The Edit
By Amrit Phull
Language is a fluid and formidable technology. Manuscripts, letters, and decrees are decorated soldiers in the battle for discursive control. They pour from the heart of every conquest of Western empire building—the relentless project of scripting, deleting, and rewriting those parts of the world that did not place Europe at their centre. With or without our consent, colonial texts and imperial narratives of power scaffold how we describe, understand, and shape the world today. They are a large part of the foundation upon which we make sense of things, and they have always served a dual purpose: to justify some ideas, others needed to be “whited-out”—or erased and rewritten.
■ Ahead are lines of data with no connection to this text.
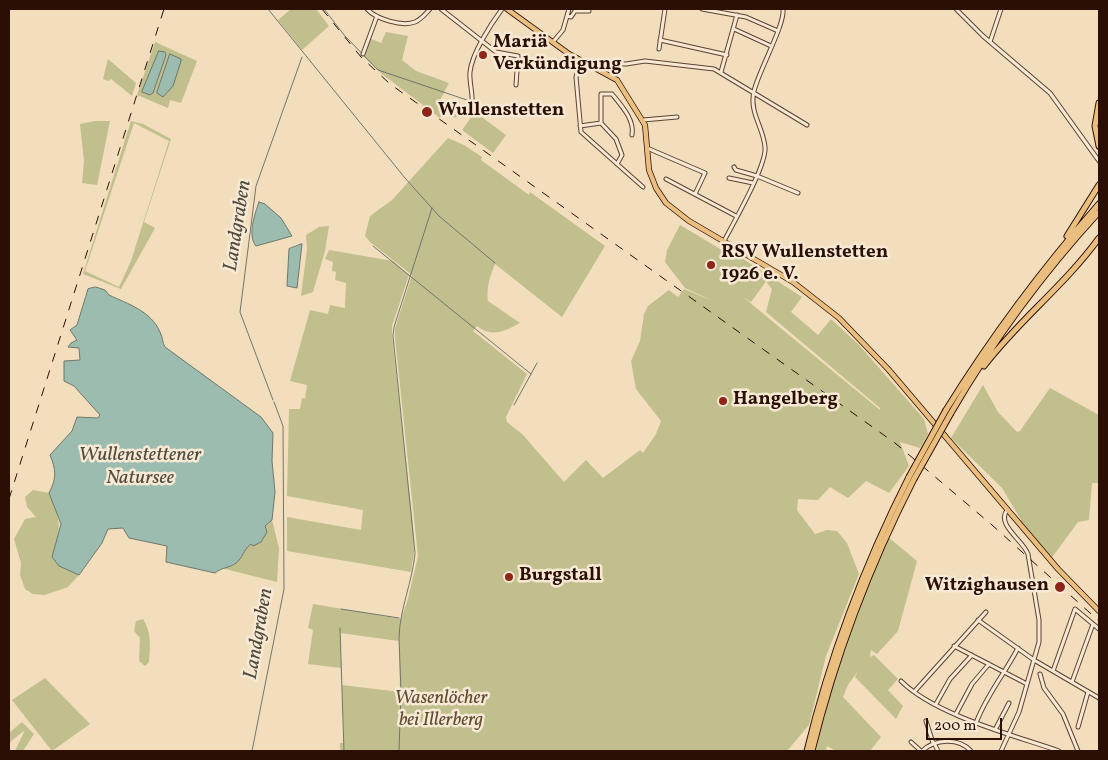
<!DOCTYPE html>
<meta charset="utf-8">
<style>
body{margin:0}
#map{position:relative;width:1108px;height:760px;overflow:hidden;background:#f2ddbd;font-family:Vollkorn,serif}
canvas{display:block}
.frame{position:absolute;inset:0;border:10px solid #2b0f04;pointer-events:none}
.scale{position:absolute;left:926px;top:718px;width:76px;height:22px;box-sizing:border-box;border:2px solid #2b0f04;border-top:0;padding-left:6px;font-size:15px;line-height:18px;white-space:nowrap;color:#2b0f04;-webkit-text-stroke:4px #f7e9d4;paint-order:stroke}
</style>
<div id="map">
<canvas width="1108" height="760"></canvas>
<div class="frame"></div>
<div class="scale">200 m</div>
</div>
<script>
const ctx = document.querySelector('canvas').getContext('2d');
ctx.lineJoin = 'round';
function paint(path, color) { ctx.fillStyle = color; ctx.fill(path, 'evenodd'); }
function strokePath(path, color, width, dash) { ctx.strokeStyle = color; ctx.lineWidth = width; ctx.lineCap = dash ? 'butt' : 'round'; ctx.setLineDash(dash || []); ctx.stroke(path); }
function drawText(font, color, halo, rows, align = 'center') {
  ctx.font = font + ' Vollkorn,serif'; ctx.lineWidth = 5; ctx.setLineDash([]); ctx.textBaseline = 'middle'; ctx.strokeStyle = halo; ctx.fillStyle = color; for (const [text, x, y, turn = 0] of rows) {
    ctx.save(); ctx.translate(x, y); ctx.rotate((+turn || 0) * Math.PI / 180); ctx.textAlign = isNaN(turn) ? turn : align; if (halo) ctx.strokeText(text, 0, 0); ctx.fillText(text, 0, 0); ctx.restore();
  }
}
const green = new Path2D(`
 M291 9H316L329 26 302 50 278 20Z
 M386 32 408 36 402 60 416 71 449 83 438 104 466 115 464 118 459 116 454 118 445 112 440 118 382 74 363 56 369 38 381 43Z
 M155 42 197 61 181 103 170 100 168 108 137 95Z
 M108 59 136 83 132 96 111 79 108 81 103 79Z
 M475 112 506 135 493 153 462 130Z
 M95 121H110L97 185 82 183 84 161 80 124Z
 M131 121 143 124 171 139 144 222 155 228 121 289 83 274ZM134 123 169 141 131 261 119 287 85 271Z
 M448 138 464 145 482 157 481 160 529 195 530 192 605 246 562 317 495 264C490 276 486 288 488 301L520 323C505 331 492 338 477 326L473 331 527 374 506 417 507 422 523 435 564 482 586 460 603 478 640 450 643 453 656 434 661 421 636 389 631 361 640 341 644 314 648 306 669 290 678 297 684 289 713 301 685 288 665 262 667 250 680 225 737 259 740 257 802 297 791 312 818 335 831 319 859 345 924 419 928 434 920 448 900 442 909 466 889 493 866 481 848 498 830 487 818 500 798 499 797 510 815 534 827 530 837 531 847 543 859 574 826 656 809 725 787 751H340V743H344L342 685 400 692 399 641 340 633 341 668 308 664 313 630 308 628 313 604 401 619 408 599 418 556 395 338V328L412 275 370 242 365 236 370 216 392 200ZM770 276 767 283 772 289 766 312 880 408V410L743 297 751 302Z
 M329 226 325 251 313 292 301 296 307 249 306 235 319 227Z
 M329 250 393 261 409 275 392 326V335L413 525 414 553 411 572 287 551V517L361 530 363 510 287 496 289 409H300L302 398 305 399 307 385 290 381 310 310 328 314 330 305 345 308 346 283 335 280 336 272 332 271 333 262 325 259Z
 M983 385 998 412 1017 432 1020 431 1050 388 1099 415V483H1092L1089 520 1078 522 1050 560 1020 525 1021 520 1002 488 951 438Z
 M33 490 49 493C62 525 61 524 52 557L79 575 68 587 45 595 33 594 25 589 20 575 21 563 14 539 25 519 36 517 27 507 25 497Z
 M272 520 279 548 277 582 221 568C241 563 234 564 244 549 248 543 266 525 272 520Z
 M888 537 917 561 898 631 877 654 871 650 870 657 874 655 898 679 888 690 903 706 896 719 855 677 858 671 848 685 843 697 881 737 870 751H836L827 746 826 751H816C832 678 859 606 888 537Z
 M143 619C152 633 150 646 149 662L145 666 139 661 140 638 134 631 136 621Z
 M45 678 90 724 52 751 12 700Z
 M22 722 34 734 23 751H15L25 730 9 743V733Z`);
const water = new Path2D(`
 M159 51 165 52 166 55 153 93 150 95 142 92Z
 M170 54 181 59V61L173 86 163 97 157 93Z
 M259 202 265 204 281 218 292 236 256 246C247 235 255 214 259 202Z
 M302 244 297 288 287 286 289 249Z
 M96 287 105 290 109 295C128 304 151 311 160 332 163 338 162 342 165 347L261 417 273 433 272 461 275 492 272 520 265 526 267 532 261 542 253 546 251 544C243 550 243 558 236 563 230 568 222 567 215 573L166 562 167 546 129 538 123 528 108 529 102 543 79 575 59 566 52 557 61 524 49 493C57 478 56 470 50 455L72 431 77 417 98 418 100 415 74 386 64 381V361L80 360 79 348 68 347 71 343 77 340 70 330 77 325 88 289Z`);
const stream = new Path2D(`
 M268 9 405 178 439 216 495 263
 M324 9 345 36 378 70 467 100
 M373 246 531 374
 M273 400 240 312 256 186 302 57
 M514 405 537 363
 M415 553 393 336 394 327 432 208
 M341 609 399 618
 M340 628 344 751
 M399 637C400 608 412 583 415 554
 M399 638 401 692 399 751
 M252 751 284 589 283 426 274 402`);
const minor = new Path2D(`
 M367 9C376 19 402 27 415 22 422 19 426 13 430 9
 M441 9 496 52 518 56 516 85
 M702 9 746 17 778 31
 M956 9 983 36 1050 93 1099 161
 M567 16 571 17 575 11H589
 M734 29 771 46
 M660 40 727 55
 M553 42 563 30 569 9
 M990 42 1001 9
 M659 49 665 9
 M363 54 377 16
 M581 61 576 77 581 132 643 187
 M596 67 602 63 626 64 645 61 714 69 807 125
 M721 72 737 15
 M472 103C473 93 469 82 470 72 472 53 491 24 502 9
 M643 120 677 117
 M580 126 601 123
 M647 148 705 173 695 194
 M617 164 622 155 616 139 601 123V94H612C621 105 635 120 632 135
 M734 167 736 170 757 176 798 193
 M729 178 753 183
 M666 179 736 216
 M724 241C734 222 767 165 765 147 763 126 749 113 754 91 759 70 785 25 783 9
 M978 620 1034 660 1099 698
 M954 646 1027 684
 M1053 671 1075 609 1099 629
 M1040 674 1044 688 1063 714 1078 751
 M901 681C935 715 1013 735 1059 751
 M1072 682 1093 624
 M914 692 986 612
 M936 704 950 679 972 655
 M956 714 972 684 989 664
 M926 721 933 743
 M976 723C987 694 1004 675 1018 648
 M1078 727 1088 692
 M995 730 1009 703
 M911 742 921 751
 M934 743 938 751
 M922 751C935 739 958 737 971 751
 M1001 751 1019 712 1039 642V620L1028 554C1023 540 996 525 1007 510`);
const major = new Path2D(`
 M507 9 569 54 617 80 645 125 649 170 656 188 666 203 689 221 793 282 839 318 888 369 1058 569 1099 611`);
const highway = new Path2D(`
 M1099 103 1095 126 1099 146
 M1067 236 1099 185
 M984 366C1019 320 1065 285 1099 238
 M946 410C992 336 1042 269 1099 204
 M951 413C993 341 1043 273 1099 212
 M807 751C830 656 865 564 909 477
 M812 751C835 657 870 565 914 479`);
const rail = new Path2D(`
 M322 9 361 57 390 84 895 443 992 525 1099 621
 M9 499 164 9`);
const highwayBridge = new Path2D(`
 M909 477 946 410
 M914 479 951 413`);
const markers = [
 [483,55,5,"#8f2418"],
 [427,112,6,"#8f2418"],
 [711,265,5,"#8f2418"],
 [723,401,5,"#8f2418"],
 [509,577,5,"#8f2418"],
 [1060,587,6,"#8f2418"]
];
const poiNames = [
 ["Mariä",493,44],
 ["Verkündigung",493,66],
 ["Wullenstetten",438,112],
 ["RSV Wullenstetten",721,254],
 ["1926 e. V.",721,276],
 ["Hangelberg",733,401],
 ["Burgstall",519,577],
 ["Witzighausen",1049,587,"right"]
];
const parkNames = [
 ["Wasenlöcher",441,700],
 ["bei Illerberg",441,722]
];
const waterNames = [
 ["Landgraben",239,226,-81],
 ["Wullenstettener",140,456],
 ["Natursee",140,479],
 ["Landgraben",260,634,-80]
];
paint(green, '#c1bf8d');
paint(water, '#9bbcaf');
strokePath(water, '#6e776b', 1);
strokePath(stream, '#6e776b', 1);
strokePath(minor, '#5d4232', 5);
strokePath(major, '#2b0f04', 6);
strokePath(highway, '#2b0f04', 7);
strokePath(minor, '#f7e9d4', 3);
strokePath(major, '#e9be7e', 4.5);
strokePath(highway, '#e9be7e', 5);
strokePath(rail, '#2b0f04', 1, [9, 9]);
strokePath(highwayBridge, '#2b0f04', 7, []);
strokePath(highwayBridge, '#e9be7e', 5);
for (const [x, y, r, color] of markers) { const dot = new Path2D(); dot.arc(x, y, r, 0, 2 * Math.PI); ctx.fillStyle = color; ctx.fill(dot); strokePath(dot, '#f7e9d4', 2); }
drawText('bold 19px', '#2b0f04', '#f7e9d4', poiNames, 'left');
drawText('italic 19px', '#604d34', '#f7e9d4', parkNames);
drawText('italic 20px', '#524c40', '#f7e9d4', waterNames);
</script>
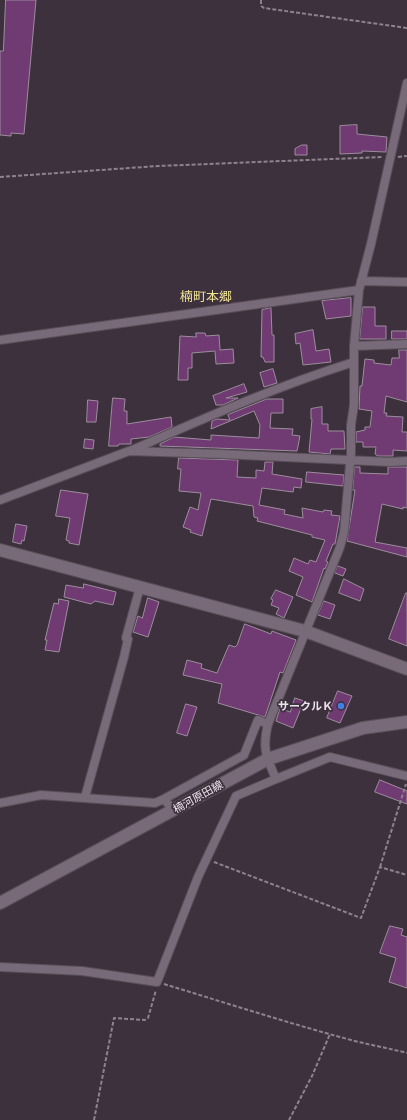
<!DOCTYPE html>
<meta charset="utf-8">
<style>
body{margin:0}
canvas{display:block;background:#3e313e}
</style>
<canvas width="407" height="1120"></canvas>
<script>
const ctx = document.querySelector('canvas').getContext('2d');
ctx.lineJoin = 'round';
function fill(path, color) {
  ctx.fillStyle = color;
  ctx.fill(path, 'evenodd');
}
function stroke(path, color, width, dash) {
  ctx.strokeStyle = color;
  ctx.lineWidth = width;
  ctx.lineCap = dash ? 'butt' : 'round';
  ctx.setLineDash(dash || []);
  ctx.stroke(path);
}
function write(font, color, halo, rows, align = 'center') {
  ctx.font = font + ' "Exo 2","Noto Sans JP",sans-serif';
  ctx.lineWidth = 3.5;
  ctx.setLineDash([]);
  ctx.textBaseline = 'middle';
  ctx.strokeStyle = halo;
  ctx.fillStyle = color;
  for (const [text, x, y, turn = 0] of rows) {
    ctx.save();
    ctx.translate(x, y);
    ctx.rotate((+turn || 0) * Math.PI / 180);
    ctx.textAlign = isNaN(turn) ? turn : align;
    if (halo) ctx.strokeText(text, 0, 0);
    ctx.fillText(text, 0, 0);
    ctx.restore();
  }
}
const building = new Path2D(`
 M6 0H36L24 134 11 133V136L0 135V51H3Z
 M357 125V134L387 137 386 152 362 151V153L340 154V126Z
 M302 145H307V155H295V149Z
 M351 298V316L326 319 322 301Z
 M363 307H375V326H386V339H360Z
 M271 308 272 335H274V362H265L263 357H261L262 310Z
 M313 330 316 351 329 349 331 362 303 365 300 343 296 344 295 334Z
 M392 331H407V339H392Z
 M196 333H205L206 336 219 335 220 350 233 349 234 363 216 364 215 351 192 353V368H188V380H178L180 336 196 337Z
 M399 350H407V402L386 396 384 413H387L386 416 403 417 402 432H407V451L393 450V456H378L375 454 376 447H363V442H356V432L365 430V427H370L372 411 359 409 360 386H362L365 359 374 360V363L391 365 392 358H399Z
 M273 369 277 383 264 387 260 373Z
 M244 384 247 392 226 398H238L223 405H216L213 396Z
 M113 398 125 399 124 411H127V424L171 417 172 427 149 437 131 439V444H119L118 446H109Z
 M267 399H283V413H271L270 428 293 429 292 435 300 436 297 451 160 446V444L174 437 211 440V435L259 438 260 425 254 411 211 429 212 421 217 419 230 420 228 415Z
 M88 400 98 401 96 422H87Z
 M322 407V424H328V431H344L345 449H331L330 454 309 452 312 419H311V409Z
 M85 439 94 440 93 449 84 448Z
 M179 458 238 460 237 477 256 478V470L264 471 265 462H273L272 474 302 479 301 488 294 487 293 492 262 488 259 505 285 510 284 514 303 518 302 508 323 512 324 510 332 511 331 515 340 516 335 544H333L326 561 328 562 325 569 324 568 312 602 296 595 303 577 289 571 294 558 308 564 310 560 316 562 325 540 312 537V535L257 521 258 518 254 517 253 506 211 499 202 536 190 532 191 530 183 527 190 507 198 510 201 493 179 491 181 469H178Z
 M355 467H360V473L388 474V467H407V508L403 507V509L382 504 375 542 407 548V557L347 541 355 490H353Z
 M307 472 344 475 343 486 306 482Z
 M61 490 88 494 79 545 69 543V541L66 540 70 518 56 516Z
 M16 524 27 526 24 541 22 540 21 544 13 542Z
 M338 566 346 569 343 576 335 573Z
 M344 579 364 589 360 601 339 593Z
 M84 584 116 592 113 605 95 601 91 604 64 597 66 585 83 588Z
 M276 590 293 597 284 618 276 614 279 608 271 605 273 600 271 599Z
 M406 593H407V646L389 639Z
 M148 598 159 602 148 637 133 632 138 616 142 618Z
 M59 599 69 601 59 652 45 650 47 640H45L54 603 58 604Z
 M324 601 335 605 330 619 318 615Z
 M245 624 271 634 272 631 296 640 283 673 280 672 265 717 218 703 222 684 183 675 187 660 202 664 201 668 217 673 229 645 235 647 237 645Z
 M338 691 352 696 340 723 327 718Z
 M295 698 304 701 293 728 276 721 280 708 290 712Z
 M186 704 197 707 187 736 177 733Z
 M380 780 407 791V804L375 792Z
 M390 926 403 929 401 935 407 937V988L389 982 396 958 380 953Z`);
fill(building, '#703b72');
stroke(building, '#9c8d9c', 1);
const street = new Path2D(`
 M407 83 371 244 359 290 354 346V405L351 425V453L344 532 340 547 268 724C262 749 266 756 276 779L330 757 407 776
 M361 281 407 282
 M0 340 359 290
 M354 346 407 344
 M132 450C205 418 277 386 354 362
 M0 500 129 451 221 454 390 462 407 461
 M85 797 124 657 128 639 126 638 140 587
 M164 799 244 755 258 720 268 724
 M0 803 41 795 155 803 164 799 173 810
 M0 967 82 971 157 982 198 877 236 796 276 779`);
const secondary = new Path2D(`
 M0 550 305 631 407 669
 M0 903 268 759 363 728 407 722`);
stroke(street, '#584e58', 10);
stroke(secondary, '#584e58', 14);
stroke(new Path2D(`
 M261 0V6L264 8 407 28
 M398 157 407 156
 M0 177 158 166 382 157
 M214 862 361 918 380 867 407 875
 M380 867 406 784
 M164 984C226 1003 288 1023 351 1040 370 1045 388 1048 407 1053
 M94 1120 114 1018 145 1020 148 1018 156 990
 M289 1120 312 1076 330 1034`), '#8d838d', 2, [4, 2]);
stroke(street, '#786a78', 8);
stroke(secondary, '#786a78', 12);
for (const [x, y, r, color] of [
 [341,706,4,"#3f7fe0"]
]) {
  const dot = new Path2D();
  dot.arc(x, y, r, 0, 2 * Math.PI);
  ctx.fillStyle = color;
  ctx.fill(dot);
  stroke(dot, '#3e313e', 1.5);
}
write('bold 11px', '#ebe3eb', '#3e313e', [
 ["サークルＫ",333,706]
], 'right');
write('11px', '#ebe3eb', '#3e313e', [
 ["楠河原田線",198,797,-29]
]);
write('13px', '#f0e293', '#3e313e', [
 ["楠町本郷",206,297]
]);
</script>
This synchronous process of creation and negation (or editing) creates the milieu within which we score our own beliefs.
Editing is a human exercise in representation, something we all do in order to craft a perceived, ideal outcome. We edit our thoughts before speaking them aloud, just as we edit our digital profiles, social networks, and physical environments to reflect our needs and aspirations. Cities are in a continual state of erasure and reconstruction; nations are built upon places and peoples renamed, restructured, or removed. History is renegotiated and reforged in aeternum. At any scale and in any moment, we are mutually enmeshed in the constant, complex process of the edit.
Each passage and page of this publication is the result of a careful curatorial effort made through decisions about what gets to be included, how it is represented, and what is left out—so too with all written-and-read materials. And all editors know that good editing—the best editing—is meant to be “invisible” to obscure earlier drafts and ideas, to rewrite reality anew. So how do we confront the edit? How do we locate and restore what has been rendered invisible? And what might we learn from the early drafts, the original mock-ups, and decommissioned visions of our world?
Our contemporary language puts an emphasis on reversing oppressive edits (as in to decolonize, dismantle, defund, and so on.) But the historical and structural forces of colonialism, capitalism, and White supremacy have prompted irreversible, unerasable effects and affects that cannot simply be “whited out.” Bullets cannot be “un-shot,” communities cannot be “un-displaced,” nor can statues be “un-cast." The prefixes we use to reverse-edit are not there to suggest that the solution is to undo, forget, or rewind. These few letters instead create a radical space to write new ideas, norms, discourses, and practices into existence. These prefixes are a proclamation to redefine terms on our terms: an edit to end the tyranny of misrepresentation and oppression.
This issue situates itself within the space of the edit, in the gaps between what takes place, what is recorded, what we come to understand through the sedimented records of our reality. It invites a move towards new and different frames of rethinking and redoing. How might we uncover the complex, hidden iterations beneath the final inking? What will we find behind the backspace? Will we reveal truths and tools to overcome the pervasive burdens of a monolithic, heteronormative, Eurocentric coding, or will we need to script new ones? What needs to be written out in order to return what was and could have been, to move towards a communal future where we embrace our unbounded, unabridged, and unscripted selves? This issue explores the conditions of possibility that await us when we encounter, resist, and reimagine the edit.